Blithely adding fuel to the fire, President Peña Nieto appeared on national television five days into the New Year to explain the hike. Stating that international petroleum prices have increased “almost 60%” last year, the president declared that “trying to maintain artificial gas prices would have forced us to cut social programs, increase taxes or the national debt, and put the entire economy at risk,” costing the nation $200 billion MXN. Claiming the alternative would have been four months of closed hospitals and daycares or three years of suspended medical insurance for 50 million families, the artfully-lit president, green-screened before a background of Mexican flags, demanded in dramatic close-up, ¿Qué hubieran hecho ustedes? “What would you have done?”

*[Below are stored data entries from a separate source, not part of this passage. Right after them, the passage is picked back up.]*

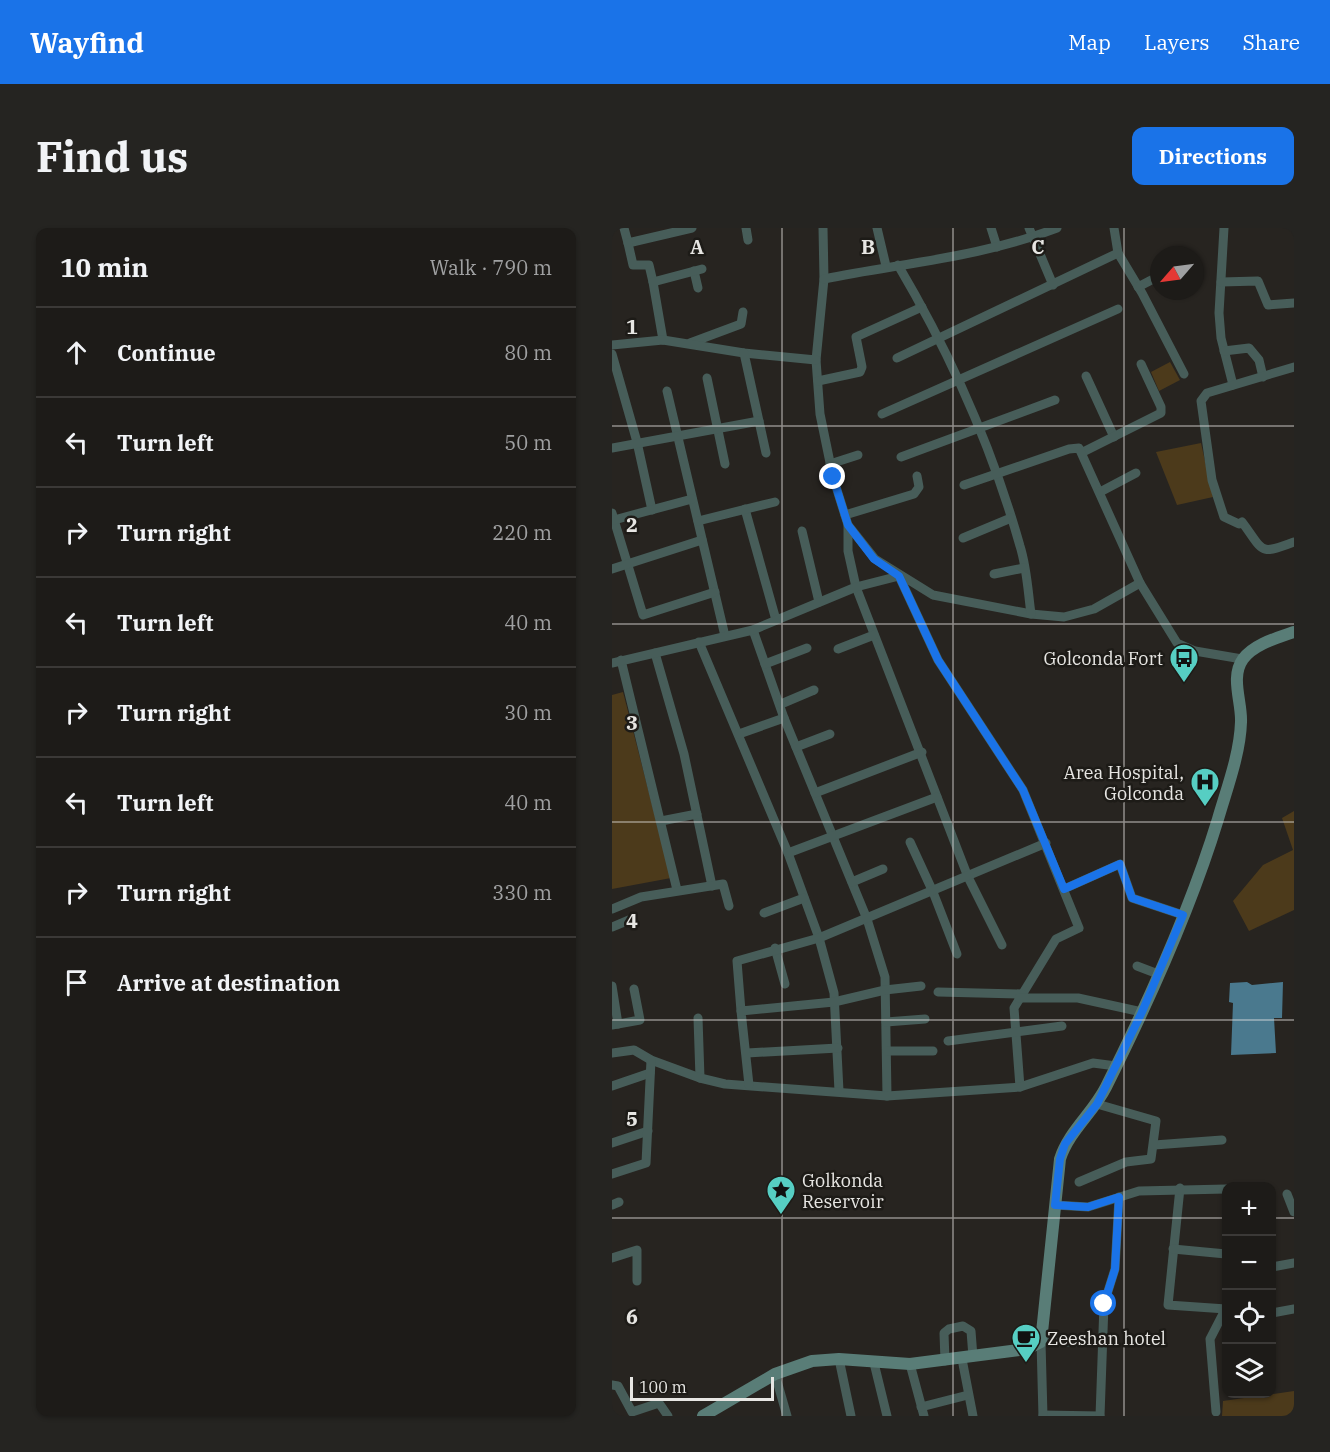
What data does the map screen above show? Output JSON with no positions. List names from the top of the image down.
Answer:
{
  "places": {
    "bus stop": ["Golconda Fort"],
    "hospital": ["Area Hospital, Golconda"],
    "place": ["Golkonda Reservoir"],
    "cafe": ["Zeeshan hotel"]
  },
  "scale_bar": "100 m",
  "north": "bottom left",
  "page": {
    "header": "Wayfind",
    "nav": ["Map", "Layers", "Share"],
    "buttons": "Directions",
    "title": "Find us",
    "heading": ["10 min", "Walk · 790 m"],
    "list": [
      ["Continue", "80 m"],
      ["Turn left", "50 m"],
      ["Turn right", "220 m"],
      ["Turn left", "40 m"],
      ["Turn right", "30 m"],
      ["Turn left", "40 m"],
      ["Turn right", "330 m"],
      "Arrive at destination"
    ],
    "map_buttons": ["+", "−"],
    "scale": "100 m"
  },
  "grid": {
    "columns": ["A", "B", "C"],
    "rows": [
      "1",
      "2",
      "3",
      "4",
      "5",
      "6"
    ]
  }
}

Radically different alternative cuts were being published all over the internet the following morning. In response to Peña Nieto’s question, #Quéhubieranhechoustedes listed a multitude of answers.

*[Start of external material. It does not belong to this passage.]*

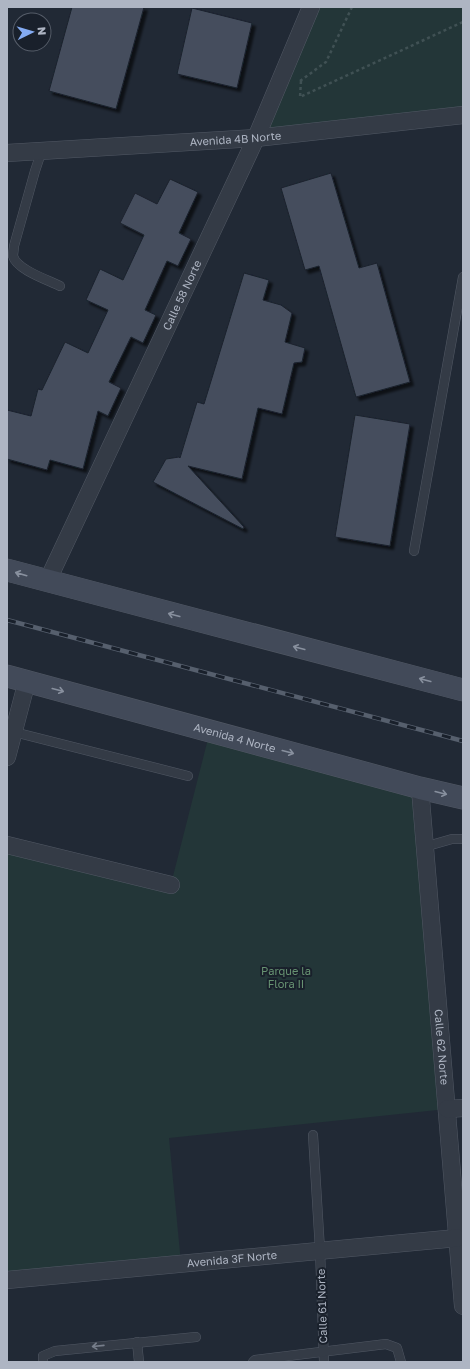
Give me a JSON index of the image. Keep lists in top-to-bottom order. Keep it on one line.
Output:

Sell the White House: $54,000,000
Sell the presidential airplane: $733,000,000
Lower congressional salaries: $1,947,000 ($971,455,500 for 500 congressmen)
Recover (Veracruz governor Javier) Duarte’s debt: $50,000,000,000
Get rid of corrupt politicians and fight corruption, Corruption costs Mexico $341,000,000,000
Stop paying the pensions of former presidents: $40,000,000
All of this would bring in more than your gasolinazo and create a $100,000,000 surplus for social assistance.

Ricardo Padua (@rikrdopadua) posted a composite of the suggested cuts, adding one more: “Stop Stealing.”

Social anthropologist Nadia Vera and photojournalist Rubén Espinosa were critical of Veracruz governor Duarte up until their violent deaths on July 31, 2015, together with three other women, in the borrowed Mexico City apartment to which they had fled in the face of threats to their lives. The five were tortured and beaten before being shot, and the women showed signs of sexual violence. Nine months earlier, Vera had spoken on camera in a documentary entitled “Veracruz: The Forgotten Mass Grave” and said she feared for her life, with Duarte and his government to blame. “We hold state governor Javier Duarte Ocha and his cabinet totally responsible for anything that happens to us.”

On Thursday 12 January, 90% of bus drivers were in a second day of a strike in Tuxtla Gutiérrez, capital of Chiapas, in response to mandatory ticket price increases and lack of worker protections. Thousands of people from all walks of life are filling Mexico City’s famous Zócalo in daily protests against the gas price hike. Mayor Gustavo Sánchez of Mexicali, capital of Baja California, ordered lights out in the main square last night to deter protests, but residents returned this month. More than 10,000 have come out today, as service stations run out of product due to gas runs.

Also this month, it was reported that congressional leaders have awarded themselves bonuses in order to deal with higher fuel prices. According to El Universal, as many as 12 regional governments have decided to provide gasoline subsidies of up to $20,000 MXN a month to their officials. In Quintana Roo State, where tourist region Cancún is located, “Eduardo Martínez, PAN party and majority leader, admitted that increasing the amount to $40,000 MXN was studied, but when faced with criticism from their respective districts, the proposal was scuttled.”

With so much uncertainty about the immediate future of Mexico, and having to face the threats from the northern border, Peña Nieto should have thought twice.